### Problem description:
Tell how many lines of the data below have the string "serif" in them. Say nothing more.

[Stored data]
########################################
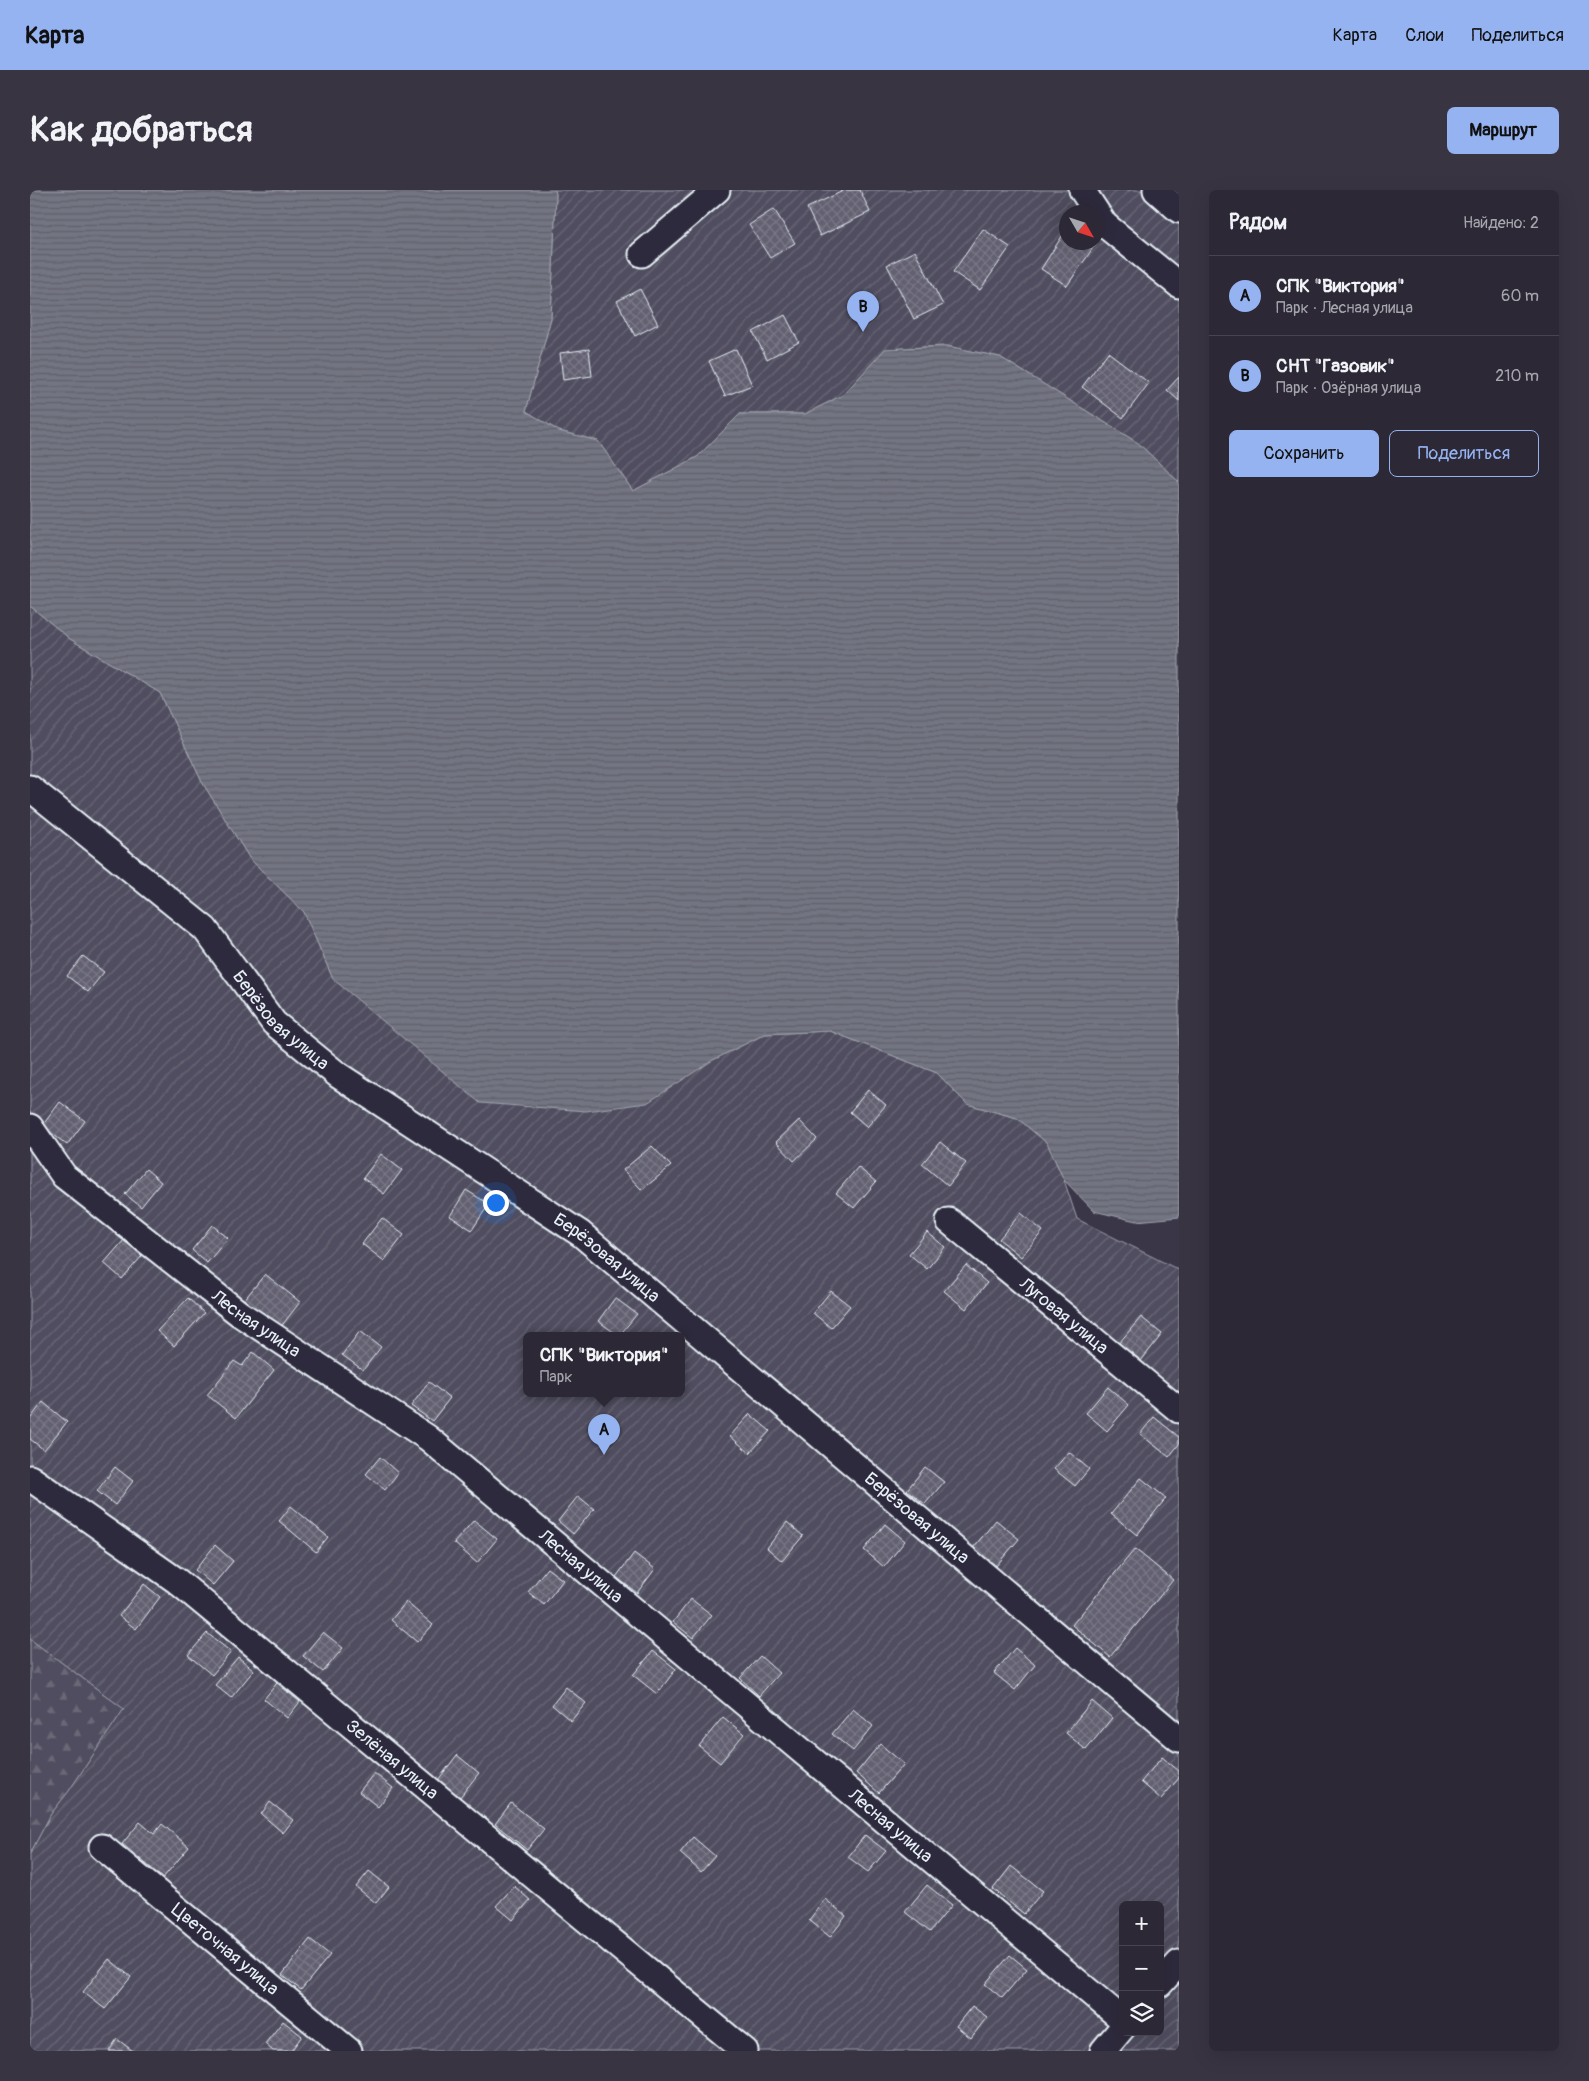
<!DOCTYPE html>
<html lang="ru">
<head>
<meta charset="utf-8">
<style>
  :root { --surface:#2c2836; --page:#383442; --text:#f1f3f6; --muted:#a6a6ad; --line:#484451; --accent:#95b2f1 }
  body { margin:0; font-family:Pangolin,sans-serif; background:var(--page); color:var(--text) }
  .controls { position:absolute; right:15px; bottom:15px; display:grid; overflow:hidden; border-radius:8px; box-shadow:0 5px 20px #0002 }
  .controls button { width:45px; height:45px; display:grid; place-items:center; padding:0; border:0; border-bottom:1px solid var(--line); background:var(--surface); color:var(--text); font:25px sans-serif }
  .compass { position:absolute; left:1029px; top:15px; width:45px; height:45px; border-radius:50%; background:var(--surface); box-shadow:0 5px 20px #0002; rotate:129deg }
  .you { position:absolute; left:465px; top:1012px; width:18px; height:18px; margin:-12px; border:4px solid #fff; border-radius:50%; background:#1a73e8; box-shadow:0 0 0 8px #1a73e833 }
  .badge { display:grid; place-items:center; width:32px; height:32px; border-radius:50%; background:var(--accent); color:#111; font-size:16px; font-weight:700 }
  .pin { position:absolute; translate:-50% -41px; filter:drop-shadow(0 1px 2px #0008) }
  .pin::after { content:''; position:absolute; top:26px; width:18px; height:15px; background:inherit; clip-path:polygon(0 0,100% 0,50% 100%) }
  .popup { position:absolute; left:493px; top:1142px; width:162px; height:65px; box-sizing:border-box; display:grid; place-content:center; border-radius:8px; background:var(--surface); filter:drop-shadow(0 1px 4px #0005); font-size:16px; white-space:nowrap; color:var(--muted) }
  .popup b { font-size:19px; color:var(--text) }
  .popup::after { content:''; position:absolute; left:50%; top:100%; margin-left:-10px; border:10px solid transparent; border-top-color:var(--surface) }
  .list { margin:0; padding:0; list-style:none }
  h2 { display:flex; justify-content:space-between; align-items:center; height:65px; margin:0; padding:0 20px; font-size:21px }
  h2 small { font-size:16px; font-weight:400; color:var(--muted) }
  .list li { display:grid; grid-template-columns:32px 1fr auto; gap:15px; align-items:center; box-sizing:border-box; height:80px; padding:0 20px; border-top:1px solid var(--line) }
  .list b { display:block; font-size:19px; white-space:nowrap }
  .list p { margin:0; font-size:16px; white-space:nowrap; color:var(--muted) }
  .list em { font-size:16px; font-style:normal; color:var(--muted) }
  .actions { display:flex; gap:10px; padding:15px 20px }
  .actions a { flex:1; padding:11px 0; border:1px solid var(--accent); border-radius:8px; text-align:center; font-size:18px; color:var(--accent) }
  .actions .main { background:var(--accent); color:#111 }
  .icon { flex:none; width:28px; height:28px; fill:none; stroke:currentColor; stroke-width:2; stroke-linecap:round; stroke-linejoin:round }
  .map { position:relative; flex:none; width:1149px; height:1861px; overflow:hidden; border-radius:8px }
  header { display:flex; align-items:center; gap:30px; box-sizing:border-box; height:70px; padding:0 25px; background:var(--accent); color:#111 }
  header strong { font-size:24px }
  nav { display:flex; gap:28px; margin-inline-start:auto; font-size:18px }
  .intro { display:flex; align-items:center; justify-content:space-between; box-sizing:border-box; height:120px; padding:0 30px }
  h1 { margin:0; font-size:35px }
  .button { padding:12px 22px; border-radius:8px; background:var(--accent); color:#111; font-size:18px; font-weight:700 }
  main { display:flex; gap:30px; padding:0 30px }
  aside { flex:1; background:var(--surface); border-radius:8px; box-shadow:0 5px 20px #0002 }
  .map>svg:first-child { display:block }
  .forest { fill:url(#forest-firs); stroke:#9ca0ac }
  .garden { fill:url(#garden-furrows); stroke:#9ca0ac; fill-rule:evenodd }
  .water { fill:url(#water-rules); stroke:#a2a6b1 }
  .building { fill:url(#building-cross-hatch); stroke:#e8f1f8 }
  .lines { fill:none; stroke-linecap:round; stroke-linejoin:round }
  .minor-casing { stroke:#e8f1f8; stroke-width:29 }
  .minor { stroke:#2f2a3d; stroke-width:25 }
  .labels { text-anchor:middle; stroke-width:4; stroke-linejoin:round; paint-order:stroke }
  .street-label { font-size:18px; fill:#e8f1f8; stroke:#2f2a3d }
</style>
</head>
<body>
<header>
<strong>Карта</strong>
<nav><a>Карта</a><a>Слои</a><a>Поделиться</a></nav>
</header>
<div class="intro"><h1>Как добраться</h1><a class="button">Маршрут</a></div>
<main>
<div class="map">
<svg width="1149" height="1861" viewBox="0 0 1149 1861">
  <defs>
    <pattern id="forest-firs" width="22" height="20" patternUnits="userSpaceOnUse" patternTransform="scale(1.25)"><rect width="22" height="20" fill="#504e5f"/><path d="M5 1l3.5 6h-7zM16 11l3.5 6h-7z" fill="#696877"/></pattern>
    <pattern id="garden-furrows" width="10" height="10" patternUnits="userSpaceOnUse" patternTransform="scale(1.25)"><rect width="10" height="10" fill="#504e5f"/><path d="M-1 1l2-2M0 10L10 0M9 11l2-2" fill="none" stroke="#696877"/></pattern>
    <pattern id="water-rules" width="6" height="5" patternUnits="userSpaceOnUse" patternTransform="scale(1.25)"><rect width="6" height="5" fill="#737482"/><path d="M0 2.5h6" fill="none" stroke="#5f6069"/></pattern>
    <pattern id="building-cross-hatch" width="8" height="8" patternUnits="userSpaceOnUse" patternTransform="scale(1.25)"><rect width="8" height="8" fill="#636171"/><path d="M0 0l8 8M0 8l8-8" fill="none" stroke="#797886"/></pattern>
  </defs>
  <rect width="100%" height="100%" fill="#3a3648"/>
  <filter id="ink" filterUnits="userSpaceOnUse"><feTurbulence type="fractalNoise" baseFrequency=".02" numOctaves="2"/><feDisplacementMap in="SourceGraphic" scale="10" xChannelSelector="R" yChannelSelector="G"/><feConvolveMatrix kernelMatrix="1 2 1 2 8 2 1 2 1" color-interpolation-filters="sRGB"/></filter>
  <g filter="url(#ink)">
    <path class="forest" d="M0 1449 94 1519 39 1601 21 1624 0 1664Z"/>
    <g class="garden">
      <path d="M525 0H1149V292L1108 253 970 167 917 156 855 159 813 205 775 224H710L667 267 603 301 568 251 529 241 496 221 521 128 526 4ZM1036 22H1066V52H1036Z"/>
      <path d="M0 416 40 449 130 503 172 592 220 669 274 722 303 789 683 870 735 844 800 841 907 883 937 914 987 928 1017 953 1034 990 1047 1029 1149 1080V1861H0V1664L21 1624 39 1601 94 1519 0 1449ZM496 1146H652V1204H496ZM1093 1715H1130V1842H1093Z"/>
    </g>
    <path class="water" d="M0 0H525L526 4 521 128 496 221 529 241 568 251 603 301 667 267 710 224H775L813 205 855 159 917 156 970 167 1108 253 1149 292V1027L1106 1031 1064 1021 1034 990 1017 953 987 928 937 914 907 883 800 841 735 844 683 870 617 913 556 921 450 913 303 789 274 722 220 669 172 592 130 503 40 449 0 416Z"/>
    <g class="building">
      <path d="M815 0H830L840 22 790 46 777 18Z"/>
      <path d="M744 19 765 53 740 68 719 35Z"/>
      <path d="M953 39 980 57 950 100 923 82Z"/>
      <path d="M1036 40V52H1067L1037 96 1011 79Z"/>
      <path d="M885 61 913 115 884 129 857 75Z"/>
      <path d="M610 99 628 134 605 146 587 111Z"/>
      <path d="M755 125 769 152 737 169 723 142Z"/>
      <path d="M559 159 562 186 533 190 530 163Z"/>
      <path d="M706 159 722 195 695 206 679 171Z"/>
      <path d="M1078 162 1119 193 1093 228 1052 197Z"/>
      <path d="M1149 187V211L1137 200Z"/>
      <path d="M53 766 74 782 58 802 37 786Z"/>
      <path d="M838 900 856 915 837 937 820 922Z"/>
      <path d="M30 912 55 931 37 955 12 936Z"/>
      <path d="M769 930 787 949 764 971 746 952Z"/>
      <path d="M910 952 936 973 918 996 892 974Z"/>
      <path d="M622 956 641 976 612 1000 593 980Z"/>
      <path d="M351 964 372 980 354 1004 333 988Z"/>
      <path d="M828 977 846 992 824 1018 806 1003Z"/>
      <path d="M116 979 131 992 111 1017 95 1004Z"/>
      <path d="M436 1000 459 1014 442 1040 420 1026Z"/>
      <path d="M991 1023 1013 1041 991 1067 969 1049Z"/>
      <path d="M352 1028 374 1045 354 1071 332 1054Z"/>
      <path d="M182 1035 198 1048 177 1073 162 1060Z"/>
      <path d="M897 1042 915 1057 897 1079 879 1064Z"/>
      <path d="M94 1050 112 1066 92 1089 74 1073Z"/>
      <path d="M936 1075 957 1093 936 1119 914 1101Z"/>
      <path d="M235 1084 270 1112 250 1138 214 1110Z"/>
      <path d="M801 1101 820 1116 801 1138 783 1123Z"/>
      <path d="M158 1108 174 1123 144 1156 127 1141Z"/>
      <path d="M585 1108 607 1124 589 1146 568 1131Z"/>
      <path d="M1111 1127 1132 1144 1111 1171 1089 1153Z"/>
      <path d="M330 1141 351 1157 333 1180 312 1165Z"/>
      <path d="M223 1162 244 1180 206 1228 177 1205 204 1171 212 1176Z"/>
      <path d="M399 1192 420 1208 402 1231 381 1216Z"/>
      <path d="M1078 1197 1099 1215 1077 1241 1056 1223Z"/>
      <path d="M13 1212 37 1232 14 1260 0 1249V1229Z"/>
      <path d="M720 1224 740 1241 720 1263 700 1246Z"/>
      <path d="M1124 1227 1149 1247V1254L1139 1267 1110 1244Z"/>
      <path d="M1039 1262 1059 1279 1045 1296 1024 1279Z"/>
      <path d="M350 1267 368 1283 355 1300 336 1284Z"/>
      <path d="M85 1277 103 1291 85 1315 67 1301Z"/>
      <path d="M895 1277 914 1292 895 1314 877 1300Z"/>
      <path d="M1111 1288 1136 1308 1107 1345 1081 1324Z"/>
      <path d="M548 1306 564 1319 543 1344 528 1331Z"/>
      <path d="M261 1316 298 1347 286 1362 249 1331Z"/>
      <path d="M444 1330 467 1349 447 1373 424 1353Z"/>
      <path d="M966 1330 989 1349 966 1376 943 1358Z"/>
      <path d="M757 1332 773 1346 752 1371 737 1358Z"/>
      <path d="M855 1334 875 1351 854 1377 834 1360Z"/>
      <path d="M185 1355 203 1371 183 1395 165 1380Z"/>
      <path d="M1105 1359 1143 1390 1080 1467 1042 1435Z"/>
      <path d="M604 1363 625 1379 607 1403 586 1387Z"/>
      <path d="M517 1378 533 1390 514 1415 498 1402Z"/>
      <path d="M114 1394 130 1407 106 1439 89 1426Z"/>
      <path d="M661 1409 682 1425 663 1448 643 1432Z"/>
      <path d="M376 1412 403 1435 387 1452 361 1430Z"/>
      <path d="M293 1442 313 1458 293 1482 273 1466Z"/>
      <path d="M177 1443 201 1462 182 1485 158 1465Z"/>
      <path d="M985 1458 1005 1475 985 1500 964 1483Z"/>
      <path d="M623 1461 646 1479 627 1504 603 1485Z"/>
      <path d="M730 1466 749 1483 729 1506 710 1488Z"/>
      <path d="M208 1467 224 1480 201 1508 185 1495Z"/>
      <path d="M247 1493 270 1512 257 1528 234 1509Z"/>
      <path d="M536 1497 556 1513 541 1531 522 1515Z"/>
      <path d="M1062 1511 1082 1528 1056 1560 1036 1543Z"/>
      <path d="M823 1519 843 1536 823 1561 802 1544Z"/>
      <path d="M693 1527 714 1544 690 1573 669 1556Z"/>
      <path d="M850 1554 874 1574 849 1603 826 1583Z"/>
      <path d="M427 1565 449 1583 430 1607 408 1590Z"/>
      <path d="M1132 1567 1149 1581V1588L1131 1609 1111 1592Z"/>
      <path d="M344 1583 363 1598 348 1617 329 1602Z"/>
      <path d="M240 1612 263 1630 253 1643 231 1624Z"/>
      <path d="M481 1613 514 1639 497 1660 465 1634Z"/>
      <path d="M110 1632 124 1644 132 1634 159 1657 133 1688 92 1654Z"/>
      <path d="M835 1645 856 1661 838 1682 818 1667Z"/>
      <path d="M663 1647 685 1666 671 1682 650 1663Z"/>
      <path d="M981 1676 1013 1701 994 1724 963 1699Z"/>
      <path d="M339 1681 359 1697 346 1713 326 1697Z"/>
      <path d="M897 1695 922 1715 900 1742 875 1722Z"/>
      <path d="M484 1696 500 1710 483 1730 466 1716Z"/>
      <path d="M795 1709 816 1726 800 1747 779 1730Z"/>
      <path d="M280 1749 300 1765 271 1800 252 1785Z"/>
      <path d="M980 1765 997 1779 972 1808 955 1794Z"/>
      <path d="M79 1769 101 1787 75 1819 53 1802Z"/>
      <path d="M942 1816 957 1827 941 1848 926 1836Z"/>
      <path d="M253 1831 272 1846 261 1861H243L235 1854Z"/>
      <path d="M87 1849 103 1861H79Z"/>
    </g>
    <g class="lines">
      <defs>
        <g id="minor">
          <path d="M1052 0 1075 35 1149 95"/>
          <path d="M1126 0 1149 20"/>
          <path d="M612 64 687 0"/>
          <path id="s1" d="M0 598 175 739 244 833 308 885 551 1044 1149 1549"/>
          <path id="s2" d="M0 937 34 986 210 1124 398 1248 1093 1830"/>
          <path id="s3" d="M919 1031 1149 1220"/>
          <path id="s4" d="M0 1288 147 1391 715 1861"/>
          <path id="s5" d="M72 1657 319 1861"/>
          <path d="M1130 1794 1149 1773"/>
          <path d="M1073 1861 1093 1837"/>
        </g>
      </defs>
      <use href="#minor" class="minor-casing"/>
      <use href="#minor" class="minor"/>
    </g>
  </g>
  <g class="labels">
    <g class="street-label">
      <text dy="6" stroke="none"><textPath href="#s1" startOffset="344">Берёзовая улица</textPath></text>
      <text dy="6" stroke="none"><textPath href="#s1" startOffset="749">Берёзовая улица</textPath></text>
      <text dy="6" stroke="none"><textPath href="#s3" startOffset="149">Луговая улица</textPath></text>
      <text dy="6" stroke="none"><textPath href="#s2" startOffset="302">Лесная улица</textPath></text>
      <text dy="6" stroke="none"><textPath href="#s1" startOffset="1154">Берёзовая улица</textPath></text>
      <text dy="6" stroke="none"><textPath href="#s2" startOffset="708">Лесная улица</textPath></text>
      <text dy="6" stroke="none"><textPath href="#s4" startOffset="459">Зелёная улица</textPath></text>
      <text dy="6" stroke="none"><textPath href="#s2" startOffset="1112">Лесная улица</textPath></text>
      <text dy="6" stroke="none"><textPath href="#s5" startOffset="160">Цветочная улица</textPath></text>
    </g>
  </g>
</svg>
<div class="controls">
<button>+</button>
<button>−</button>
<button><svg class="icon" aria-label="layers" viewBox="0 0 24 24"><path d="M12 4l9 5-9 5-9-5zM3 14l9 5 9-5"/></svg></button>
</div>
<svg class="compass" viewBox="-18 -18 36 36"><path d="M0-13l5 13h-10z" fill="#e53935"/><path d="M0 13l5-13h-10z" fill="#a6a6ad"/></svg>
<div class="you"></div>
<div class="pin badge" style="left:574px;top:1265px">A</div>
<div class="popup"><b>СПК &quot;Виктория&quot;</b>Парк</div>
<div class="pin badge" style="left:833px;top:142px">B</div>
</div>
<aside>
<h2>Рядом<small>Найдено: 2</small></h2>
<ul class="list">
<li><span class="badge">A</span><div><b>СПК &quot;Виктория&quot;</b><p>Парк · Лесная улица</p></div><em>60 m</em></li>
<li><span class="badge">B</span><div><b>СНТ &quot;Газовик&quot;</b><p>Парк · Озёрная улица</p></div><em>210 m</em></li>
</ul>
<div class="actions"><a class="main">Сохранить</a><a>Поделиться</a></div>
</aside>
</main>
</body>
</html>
########################################
### Exercise answer:
2